Text by CLOT Magazine
Our new mixtape comes from the Norwegian transcendent artist Kjetil Jerve and producer Stian Balducci, with a recording specially crafted for CLOT Magazine that gets inspiration from their more recent album.
Tokyo Tapes: Piano Recycle, released on Dugnad Records in April 2021, is an epic archival collection fusing ambient, drone and experimentalist textures. Performed with a live emotion in mind, this aspect of the collection adds to the innovative spontaneity and the duo’s dynamic musicianship.
Jerve is an artist known for his genre-defying curiosity and adventures transcending dogma and style and has been running the Oslo-based label Dugnad Rec since 2016. He has been an important figure in the next wave of Norwegian jazz musicians, and likewise, Balducci, although coming from strictly electronic musicianship, has moved towards extended jazz and improvised genres.
The clear jazz influences are felt moving throughout the 18-track album, in which classicism and electricity combine, crafted through fuzzy textures, cinematic soundscapes and hauntingly beautiful melody paintings.
The album centres around Kjetil’s unique piano musings, it is then moulded by Balducci through creative warping to design and sketch new instruments through the initial medium of the piano.
The result is a record that feels both archaic and contemporary, clearly drawing inspiration from and acknowledging Alva Noto/Sakamoto and Bugge/Schwarz as predecessors while residing on its own plane of artistry.
The artists suggest a promise to provide a euphoric connection: the record asks to be listened to in a place of nature, free of distractions, when its power can be felt most vividly.
For this mixtape, they share, they wanted to display a balance between the eclectic and narrow, selecting from a broad spectrum of inspirations and melding it together with a long take of piano improvisation recorded exclusively for CLOT:
It sounds like what could be a live DJ set from Stian’s studio with Kjetil’s piano built-in. There are also some gold nuggets from new and upcoming releases happening here in Norway, and it’s always really nice to present our peers’ work in a worldwide context.
The artists also request their audiences to engage with the listening: Please let us know how you experienced it in the comments, and be sure to check out our socials to participate in our common future.
Your new album Tokyo Tapes: Piano Recycle, is an archival collection fusing ambient, drone and experimentalist textures. What was the compilation of tracks process like?
Kjetil released his first solo piano album, “Tokyo Improvisations” back in 2018 and asked Stian if he wanted to try remixing it. He then delved into the recorded sounds of the Yamaha grand piano and extracted extensive samples.
He enhanced and transmuted these slices into electronically usable forms with his array of digital and analogue processors. In short, manifests an entirely new instrument out of the original studio tapes from Kichijoji. From this, he created a bunch of demonstrations showcasing its various possibilities and sent them back to Kjetil. With all thumbs up, he started composing and producing what became TOKYO TAPES: PIANO RECYCLE.
What do you want to explore musically in this project? Did you follow your usual process, or were experimenting with others?
In so many ways, this project has been simply about joining forces. Stian and Kjetil’s ways meet at the intersections of improvisation as a method, where the dogmas of techno and jazz are boiled down to intuitive sound interpretations.
From a Norwegian perspective, we could call it “extended jazz”. As such, the process of working together has been just as impromptu as the music itself. Still, the final product sounds polished, like a completely planned work because of Stian’s strong aesthetic welding – while Kjetil has been functioning more like a behind-the-scenes producer after supplying the initial fundament.
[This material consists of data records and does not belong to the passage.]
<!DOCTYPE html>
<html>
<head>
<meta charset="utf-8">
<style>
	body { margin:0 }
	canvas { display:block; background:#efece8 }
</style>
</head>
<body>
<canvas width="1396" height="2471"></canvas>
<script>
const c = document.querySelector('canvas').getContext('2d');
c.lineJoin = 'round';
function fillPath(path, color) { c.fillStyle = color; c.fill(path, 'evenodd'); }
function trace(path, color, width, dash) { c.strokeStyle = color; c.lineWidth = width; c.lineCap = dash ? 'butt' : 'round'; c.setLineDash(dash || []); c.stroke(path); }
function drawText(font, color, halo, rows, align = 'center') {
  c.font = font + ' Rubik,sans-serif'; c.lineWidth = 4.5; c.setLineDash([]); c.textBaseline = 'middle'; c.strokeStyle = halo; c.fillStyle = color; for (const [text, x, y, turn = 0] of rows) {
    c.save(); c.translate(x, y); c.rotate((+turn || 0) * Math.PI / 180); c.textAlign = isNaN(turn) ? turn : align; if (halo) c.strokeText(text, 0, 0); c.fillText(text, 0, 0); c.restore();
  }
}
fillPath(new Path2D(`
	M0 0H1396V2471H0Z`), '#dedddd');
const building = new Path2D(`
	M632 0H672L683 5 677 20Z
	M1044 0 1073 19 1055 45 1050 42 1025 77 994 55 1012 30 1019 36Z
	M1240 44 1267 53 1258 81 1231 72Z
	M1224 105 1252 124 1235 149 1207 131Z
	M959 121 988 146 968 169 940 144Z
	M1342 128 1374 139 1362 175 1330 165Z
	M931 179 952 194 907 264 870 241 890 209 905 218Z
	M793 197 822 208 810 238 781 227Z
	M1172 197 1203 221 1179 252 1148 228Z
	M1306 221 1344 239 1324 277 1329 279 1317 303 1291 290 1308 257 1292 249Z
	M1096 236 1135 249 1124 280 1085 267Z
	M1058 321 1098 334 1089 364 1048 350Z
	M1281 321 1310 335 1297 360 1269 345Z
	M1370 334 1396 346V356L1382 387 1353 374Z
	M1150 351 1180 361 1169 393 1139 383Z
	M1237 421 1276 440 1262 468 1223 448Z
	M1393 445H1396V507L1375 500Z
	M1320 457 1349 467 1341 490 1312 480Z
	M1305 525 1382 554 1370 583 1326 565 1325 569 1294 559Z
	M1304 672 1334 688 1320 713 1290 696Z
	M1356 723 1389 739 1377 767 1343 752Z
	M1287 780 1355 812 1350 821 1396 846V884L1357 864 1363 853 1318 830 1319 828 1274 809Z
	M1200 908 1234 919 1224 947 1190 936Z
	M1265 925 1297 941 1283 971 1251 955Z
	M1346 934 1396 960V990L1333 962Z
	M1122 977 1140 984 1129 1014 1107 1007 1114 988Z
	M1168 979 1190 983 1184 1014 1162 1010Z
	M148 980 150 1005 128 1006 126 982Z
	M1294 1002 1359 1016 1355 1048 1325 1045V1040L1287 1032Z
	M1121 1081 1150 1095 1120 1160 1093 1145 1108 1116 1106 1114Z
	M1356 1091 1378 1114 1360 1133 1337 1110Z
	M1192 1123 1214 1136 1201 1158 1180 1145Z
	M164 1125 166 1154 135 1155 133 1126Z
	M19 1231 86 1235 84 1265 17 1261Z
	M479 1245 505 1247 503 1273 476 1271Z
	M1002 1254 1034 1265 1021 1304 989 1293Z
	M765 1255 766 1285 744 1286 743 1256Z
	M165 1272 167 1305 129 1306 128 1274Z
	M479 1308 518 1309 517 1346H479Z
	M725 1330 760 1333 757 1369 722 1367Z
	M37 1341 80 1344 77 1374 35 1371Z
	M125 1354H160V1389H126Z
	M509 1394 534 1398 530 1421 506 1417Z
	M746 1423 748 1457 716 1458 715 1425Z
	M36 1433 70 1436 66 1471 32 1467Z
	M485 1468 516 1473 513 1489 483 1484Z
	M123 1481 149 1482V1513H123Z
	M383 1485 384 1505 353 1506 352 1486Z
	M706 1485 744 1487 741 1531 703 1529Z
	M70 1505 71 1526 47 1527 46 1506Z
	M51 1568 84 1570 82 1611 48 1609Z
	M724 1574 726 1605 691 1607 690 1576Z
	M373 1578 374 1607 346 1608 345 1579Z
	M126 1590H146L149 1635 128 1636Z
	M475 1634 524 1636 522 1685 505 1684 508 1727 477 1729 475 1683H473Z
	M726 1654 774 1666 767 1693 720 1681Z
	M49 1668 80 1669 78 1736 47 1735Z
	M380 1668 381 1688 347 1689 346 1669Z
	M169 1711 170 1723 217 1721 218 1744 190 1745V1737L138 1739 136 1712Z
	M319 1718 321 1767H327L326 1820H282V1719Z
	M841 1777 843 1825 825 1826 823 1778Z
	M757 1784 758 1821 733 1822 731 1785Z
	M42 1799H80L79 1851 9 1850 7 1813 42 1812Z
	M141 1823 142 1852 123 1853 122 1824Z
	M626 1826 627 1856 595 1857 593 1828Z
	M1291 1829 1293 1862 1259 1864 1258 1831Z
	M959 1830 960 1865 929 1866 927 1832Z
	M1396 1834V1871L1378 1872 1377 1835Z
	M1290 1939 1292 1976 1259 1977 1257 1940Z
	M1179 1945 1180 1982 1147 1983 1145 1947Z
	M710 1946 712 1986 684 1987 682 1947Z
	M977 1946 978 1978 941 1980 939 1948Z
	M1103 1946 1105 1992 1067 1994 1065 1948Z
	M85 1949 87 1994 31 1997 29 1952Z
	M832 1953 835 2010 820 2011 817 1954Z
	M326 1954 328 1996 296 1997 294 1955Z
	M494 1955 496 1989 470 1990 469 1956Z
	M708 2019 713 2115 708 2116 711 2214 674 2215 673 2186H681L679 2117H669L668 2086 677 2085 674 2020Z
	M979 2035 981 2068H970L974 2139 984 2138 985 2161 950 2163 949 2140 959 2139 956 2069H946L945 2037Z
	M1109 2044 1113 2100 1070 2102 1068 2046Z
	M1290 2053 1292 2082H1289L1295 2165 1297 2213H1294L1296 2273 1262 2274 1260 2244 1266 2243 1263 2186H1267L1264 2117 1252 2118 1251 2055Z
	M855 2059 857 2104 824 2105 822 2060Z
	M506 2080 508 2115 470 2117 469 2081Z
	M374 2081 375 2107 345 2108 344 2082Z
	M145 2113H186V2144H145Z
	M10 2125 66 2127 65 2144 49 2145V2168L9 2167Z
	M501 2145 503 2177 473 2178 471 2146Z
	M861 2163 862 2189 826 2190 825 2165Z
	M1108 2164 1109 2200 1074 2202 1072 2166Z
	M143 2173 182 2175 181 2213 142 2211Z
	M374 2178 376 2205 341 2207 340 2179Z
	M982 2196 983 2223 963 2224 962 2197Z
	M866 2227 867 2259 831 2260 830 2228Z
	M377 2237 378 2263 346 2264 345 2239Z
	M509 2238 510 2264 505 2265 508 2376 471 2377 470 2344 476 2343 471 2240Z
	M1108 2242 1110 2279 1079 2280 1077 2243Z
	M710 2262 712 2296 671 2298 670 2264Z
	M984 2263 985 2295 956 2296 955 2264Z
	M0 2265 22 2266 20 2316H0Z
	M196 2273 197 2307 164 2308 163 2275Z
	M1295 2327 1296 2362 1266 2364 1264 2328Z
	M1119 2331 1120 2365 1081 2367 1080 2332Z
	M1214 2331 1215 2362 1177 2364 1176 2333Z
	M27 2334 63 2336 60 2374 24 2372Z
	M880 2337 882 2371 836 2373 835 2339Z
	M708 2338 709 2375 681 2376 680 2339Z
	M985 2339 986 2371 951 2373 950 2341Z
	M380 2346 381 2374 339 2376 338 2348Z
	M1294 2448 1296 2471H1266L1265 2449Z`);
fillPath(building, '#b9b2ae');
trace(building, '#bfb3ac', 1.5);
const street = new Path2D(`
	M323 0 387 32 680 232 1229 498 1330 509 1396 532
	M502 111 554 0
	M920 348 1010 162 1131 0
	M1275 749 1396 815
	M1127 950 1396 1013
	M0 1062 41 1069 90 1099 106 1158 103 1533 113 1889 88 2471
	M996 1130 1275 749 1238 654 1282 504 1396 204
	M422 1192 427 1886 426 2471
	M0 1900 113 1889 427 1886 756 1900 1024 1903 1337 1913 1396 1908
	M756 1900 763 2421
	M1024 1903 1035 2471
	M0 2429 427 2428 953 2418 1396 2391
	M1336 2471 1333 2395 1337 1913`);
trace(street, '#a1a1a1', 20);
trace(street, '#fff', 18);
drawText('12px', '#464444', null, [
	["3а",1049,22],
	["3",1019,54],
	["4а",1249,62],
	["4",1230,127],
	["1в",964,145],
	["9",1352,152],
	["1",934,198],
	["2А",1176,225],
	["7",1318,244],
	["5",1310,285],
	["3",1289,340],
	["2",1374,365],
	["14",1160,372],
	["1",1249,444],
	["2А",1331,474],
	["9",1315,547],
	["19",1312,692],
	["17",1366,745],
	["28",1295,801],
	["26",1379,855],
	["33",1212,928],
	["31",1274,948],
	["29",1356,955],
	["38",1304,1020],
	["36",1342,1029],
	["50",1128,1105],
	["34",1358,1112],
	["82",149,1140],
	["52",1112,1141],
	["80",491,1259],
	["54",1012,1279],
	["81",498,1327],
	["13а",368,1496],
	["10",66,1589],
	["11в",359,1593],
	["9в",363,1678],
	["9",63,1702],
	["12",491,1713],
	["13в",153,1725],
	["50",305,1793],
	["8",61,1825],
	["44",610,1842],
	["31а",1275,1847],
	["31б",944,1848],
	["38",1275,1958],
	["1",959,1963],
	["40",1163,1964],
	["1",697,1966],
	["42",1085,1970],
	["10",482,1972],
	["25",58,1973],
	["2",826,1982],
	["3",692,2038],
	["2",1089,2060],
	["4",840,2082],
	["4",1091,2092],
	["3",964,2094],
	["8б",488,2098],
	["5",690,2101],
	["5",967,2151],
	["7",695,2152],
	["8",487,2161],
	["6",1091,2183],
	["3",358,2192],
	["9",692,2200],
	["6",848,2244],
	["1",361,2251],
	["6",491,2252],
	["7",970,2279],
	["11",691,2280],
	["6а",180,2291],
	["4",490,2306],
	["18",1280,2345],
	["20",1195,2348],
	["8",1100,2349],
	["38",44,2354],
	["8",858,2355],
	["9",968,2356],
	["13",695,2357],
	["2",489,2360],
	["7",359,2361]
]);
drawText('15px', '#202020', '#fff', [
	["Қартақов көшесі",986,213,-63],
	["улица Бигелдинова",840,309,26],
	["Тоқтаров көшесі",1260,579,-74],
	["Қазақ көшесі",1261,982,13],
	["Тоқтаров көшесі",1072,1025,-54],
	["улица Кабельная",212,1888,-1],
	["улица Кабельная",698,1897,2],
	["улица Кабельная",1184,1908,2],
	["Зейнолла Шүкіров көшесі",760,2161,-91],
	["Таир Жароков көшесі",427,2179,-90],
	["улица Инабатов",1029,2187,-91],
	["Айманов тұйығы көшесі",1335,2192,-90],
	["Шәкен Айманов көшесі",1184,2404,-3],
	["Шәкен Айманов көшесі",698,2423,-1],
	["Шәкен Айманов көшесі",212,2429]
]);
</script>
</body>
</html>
What does each of you bring to the project? musically (or technically) and conceptually speaking?
First and foremost, we bring open minds and clean slates. The only “rule” was to utilize the piano exclusively sounds as source material. This idea was mutually agreed upon immediately as the project was unrolled.
To Kjetil’s surprise, though, Stian churned out more than double the amount of music than originally intended. Both because he wanted us to have a good selection to build from and getting excited and inspired playing his new-built contraption.
Having been active as DIY musicians and label managers for several years, it was also a natural progression to advance our skills and knowledge of how to actually bring our artistry to the rest of the world. Hence we’re really happy to share this with you guys at CLOT.
The album is set to be listened to in a place of nature, free of distractions; What is your relationship with technology nowadays? How do you cope with screen/digital technology overload?
Nature isn’t just the woods, seas, and mountains. Nature is what we’re all integral parts of. And realizing this is a daily task requiring humble reflection and honest practice. The post-modern hypocrisy of humans being biological robots in a meaningless universe is plastered throughout our society like blockbuster movie posters.
This means that it is up to each one of us to make sense of the world, whether it is through a laptop keyboard or waves on the beach. We both became fathers to our firstborns in 2019, which certainly has pointed our direction towards a conscious use of our time and effort.